YOUR GOAL
Every line below between the one holding "M 614,54 L 633,84 L 547,140 L 527,110 Z" and the one holding "M 1070,0 L 1015,180", inclusive, should be copied exactly, and no other line.

++++ MATERIAL FOR THE TASK

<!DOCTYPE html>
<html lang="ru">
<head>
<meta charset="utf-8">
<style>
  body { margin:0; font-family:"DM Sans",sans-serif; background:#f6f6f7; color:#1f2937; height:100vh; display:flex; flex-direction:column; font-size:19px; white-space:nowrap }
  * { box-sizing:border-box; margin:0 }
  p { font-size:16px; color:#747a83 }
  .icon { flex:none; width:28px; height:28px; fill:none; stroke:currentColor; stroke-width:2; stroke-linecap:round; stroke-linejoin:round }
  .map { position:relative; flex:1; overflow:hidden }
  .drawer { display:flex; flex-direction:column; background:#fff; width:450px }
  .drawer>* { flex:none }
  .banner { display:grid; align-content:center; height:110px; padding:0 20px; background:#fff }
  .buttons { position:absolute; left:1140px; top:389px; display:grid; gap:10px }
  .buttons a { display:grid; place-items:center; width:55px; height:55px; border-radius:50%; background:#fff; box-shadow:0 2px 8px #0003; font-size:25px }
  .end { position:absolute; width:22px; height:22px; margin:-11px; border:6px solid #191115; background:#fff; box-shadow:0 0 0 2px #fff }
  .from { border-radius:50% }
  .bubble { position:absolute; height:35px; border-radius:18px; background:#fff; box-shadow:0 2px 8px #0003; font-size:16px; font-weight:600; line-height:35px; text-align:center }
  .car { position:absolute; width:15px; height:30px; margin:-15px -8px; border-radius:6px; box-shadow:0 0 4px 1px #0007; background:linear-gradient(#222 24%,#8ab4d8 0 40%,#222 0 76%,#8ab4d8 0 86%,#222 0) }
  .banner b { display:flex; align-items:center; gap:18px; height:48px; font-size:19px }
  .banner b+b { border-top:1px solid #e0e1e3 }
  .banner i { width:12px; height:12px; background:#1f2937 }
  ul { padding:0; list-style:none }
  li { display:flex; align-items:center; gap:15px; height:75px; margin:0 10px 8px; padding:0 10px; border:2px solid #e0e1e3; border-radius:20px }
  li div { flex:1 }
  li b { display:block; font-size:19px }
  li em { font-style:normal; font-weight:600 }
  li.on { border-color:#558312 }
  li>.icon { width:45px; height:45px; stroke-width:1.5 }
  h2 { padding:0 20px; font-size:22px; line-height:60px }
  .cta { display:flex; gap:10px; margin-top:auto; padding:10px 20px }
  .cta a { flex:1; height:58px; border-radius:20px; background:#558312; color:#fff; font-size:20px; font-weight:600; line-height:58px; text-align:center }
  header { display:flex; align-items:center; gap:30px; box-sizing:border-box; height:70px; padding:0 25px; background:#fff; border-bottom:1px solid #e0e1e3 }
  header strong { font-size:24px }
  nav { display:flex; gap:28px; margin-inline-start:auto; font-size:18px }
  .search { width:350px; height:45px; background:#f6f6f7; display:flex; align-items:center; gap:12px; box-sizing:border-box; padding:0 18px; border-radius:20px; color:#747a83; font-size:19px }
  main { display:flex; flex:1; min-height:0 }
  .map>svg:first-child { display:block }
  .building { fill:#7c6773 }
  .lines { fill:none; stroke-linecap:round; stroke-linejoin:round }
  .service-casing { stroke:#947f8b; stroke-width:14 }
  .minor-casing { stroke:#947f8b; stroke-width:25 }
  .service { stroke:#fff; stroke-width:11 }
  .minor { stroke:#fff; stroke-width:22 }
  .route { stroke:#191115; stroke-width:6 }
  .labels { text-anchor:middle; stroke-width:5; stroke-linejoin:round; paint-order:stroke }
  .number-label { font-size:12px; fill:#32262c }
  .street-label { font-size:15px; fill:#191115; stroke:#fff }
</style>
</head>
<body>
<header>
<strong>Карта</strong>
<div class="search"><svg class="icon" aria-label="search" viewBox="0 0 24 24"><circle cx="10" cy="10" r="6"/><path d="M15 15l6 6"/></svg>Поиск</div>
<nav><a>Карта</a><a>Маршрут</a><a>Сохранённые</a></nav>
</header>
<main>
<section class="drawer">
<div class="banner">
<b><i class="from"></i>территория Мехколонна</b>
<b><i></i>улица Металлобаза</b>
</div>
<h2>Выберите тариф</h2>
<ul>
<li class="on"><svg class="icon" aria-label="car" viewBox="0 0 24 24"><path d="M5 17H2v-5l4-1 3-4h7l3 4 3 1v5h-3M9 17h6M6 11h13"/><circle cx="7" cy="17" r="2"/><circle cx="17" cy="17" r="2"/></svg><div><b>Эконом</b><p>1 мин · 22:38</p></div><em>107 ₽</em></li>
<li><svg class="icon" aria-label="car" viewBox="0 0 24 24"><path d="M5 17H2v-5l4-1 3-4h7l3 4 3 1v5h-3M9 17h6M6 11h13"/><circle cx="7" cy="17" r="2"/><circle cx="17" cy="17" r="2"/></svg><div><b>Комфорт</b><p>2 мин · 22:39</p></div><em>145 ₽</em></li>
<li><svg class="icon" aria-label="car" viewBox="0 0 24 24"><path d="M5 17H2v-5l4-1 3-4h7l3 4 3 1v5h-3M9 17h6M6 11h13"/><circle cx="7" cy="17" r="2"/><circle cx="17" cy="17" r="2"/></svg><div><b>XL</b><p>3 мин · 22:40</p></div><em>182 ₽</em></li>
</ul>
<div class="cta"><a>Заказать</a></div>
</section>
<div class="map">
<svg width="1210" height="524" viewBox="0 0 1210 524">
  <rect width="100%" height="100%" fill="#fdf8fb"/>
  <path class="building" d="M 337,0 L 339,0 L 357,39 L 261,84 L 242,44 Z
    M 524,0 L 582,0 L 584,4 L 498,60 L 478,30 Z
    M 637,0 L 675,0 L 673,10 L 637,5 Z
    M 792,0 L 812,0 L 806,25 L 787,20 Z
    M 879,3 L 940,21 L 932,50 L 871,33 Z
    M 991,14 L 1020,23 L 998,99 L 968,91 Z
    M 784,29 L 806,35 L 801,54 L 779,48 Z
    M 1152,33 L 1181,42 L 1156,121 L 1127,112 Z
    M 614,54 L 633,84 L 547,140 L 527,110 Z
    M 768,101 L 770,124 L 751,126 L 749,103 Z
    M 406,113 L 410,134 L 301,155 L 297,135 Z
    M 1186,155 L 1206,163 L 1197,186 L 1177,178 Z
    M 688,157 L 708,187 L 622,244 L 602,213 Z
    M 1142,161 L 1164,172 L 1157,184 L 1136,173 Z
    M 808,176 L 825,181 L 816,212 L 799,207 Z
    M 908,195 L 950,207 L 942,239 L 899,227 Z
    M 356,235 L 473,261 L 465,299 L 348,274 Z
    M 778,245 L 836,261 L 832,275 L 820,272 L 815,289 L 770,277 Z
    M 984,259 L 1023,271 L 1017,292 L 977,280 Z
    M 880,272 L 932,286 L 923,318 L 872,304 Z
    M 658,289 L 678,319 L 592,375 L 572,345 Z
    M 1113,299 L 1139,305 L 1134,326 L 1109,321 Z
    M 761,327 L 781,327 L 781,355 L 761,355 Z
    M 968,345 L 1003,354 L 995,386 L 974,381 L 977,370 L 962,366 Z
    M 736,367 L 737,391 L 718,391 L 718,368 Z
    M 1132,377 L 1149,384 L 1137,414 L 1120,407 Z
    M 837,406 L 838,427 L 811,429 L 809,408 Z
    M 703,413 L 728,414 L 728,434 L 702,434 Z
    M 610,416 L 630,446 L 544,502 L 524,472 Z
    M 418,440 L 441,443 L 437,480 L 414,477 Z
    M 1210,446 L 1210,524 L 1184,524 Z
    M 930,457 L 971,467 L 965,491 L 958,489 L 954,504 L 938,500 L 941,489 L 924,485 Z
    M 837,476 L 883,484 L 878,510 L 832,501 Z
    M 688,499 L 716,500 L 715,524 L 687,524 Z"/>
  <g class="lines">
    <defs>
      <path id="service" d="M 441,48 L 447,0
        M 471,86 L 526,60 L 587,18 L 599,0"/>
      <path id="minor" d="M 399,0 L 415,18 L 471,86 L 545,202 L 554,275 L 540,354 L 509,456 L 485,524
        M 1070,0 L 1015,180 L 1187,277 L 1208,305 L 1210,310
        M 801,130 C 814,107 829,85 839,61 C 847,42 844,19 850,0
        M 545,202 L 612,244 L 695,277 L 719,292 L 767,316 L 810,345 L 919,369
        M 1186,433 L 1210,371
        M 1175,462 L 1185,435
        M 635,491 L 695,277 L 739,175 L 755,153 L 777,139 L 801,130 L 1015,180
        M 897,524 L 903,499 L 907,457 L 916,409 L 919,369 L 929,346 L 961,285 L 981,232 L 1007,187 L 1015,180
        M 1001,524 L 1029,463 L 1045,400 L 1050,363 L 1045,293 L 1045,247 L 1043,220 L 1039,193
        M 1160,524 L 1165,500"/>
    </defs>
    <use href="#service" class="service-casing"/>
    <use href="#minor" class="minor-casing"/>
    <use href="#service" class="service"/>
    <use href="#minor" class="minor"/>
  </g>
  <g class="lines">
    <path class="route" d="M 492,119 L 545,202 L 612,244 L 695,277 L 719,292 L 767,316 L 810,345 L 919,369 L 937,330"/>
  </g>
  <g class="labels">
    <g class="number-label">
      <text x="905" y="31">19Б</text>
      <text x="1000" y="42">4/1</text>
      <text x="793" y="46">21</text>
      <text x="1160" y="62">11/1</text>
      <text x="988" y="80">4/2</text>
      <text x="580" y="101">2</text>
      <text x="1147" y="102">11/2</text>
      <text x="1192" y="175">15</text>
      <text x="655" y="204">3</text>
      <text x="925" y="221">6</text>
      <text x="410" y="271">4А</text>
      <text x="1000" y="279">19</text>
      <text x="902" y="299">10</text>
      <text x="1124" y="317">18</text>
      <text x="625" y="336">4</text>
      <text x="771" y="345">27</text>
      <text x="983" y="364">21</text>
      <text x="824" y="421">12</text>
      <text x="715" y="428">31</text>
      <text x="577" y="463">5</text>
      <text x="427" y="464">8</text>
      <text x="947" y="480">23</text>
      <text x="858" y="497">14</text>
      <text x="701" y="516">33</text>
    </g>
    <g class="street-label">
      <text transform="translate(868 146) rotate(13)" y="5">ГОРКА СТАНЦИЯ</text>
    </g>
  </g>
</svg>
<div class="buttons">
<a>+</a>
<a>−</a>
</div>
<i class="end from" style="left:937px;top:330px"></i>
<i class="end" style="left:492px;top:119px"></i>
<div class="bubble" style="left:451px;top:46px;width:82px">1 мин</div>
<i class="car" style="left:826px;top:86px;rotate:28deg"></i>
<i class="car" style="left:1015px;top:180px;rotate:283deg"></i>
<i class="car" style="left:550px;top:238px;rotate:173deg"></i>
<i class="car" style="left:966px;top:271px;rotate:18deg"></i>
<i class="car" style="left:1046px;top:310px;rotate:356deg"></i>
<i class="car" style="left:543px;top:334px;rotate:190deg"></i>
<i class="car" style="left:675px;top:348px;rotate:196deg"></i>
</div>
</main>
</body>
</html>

++++++++

ANSWER TO THIS EXERCISE
    M 614,54 L 633,84 L 547,140 L 527,110 Z
    M 768,101 L 770,124 L 751,126 L 749,103 Z
    M 406,113 L 410,134 L 301,155 L 297,135 Z
    M 1186,155 L 1206,163 L 1197,186 L 1177,178 Z
    M 688,157 L 708,187 L 622,244 L 602,213 Z
    M 1142,161 L 1164,172 L 1157,184 L 1136,173 Z
    M 808,176 L 825,181 L 816,212 L 799,207 Z
    M 908,195 L 950,207 L 942,239 L 899,227 Z
    M 356,235 L 473,261 L 465,299 L 348,274 Z
    M 778,245 L 836,261 L 832,275 L 820,272 L 815,289 L 770,277 Z
    M 984,259 L 1023,271 L 1017,292 L 977,280 Z
    M 880,272 L 932,286 L 923,318 L 872,304 Z
    M 658,289 L 678,319 L 592,375 L 572,345 Z
    M 1113,299 L 1139,305 L 1134,326 L 1109,321 Z
    M 761,327 L 781,327 L 781,355 L 761,355 Z
    M 968,345 L 1003,354 L 995,386 L 974,381 L 977,370 L 962,366 Z
    M 736,367 L 737,391 L 718,391 L 718,368 Z
    M 1132,377 L 1149,384 L 1137,414 L 1120,407 Z
    M 837,406 L 838,427 L 811,429 L 809,408 Z
    M 703,413 L 728,414 L 728,434 L 702,434 Z
    M 610,416 L 630,446 L 544,502 L 524,472 Z
    M 418,440 L 441,443 L 437,480 L 414,477 Z
    M 1210,446 L 1210,524 L 1184,524 Z
    M 930,457 L 971,467 L 965,491 L 958,489 L 954,504 L 938,500 L 941,489 L 924,485 Z
    M 837,476 L 883,484 L 878,510 L 832,501 Z
    M 688,499 L 716,500 L 715,524 L 687,524 Z"/>
  <g class="lines">
    <defs>
      <path id="service" d="M 441,48 L 447,0
        M 471,86 L 526,60 L 587,18 L 599,0"/>
      <path id="minor" d="M 399,0 L 415,18 L 471,86 L 545,202 L 554,275 L 540,354 L 509,456 L 485,524
        M 1070,0 L 1015,180 L 1187,277 L 1208,305 L 1210,310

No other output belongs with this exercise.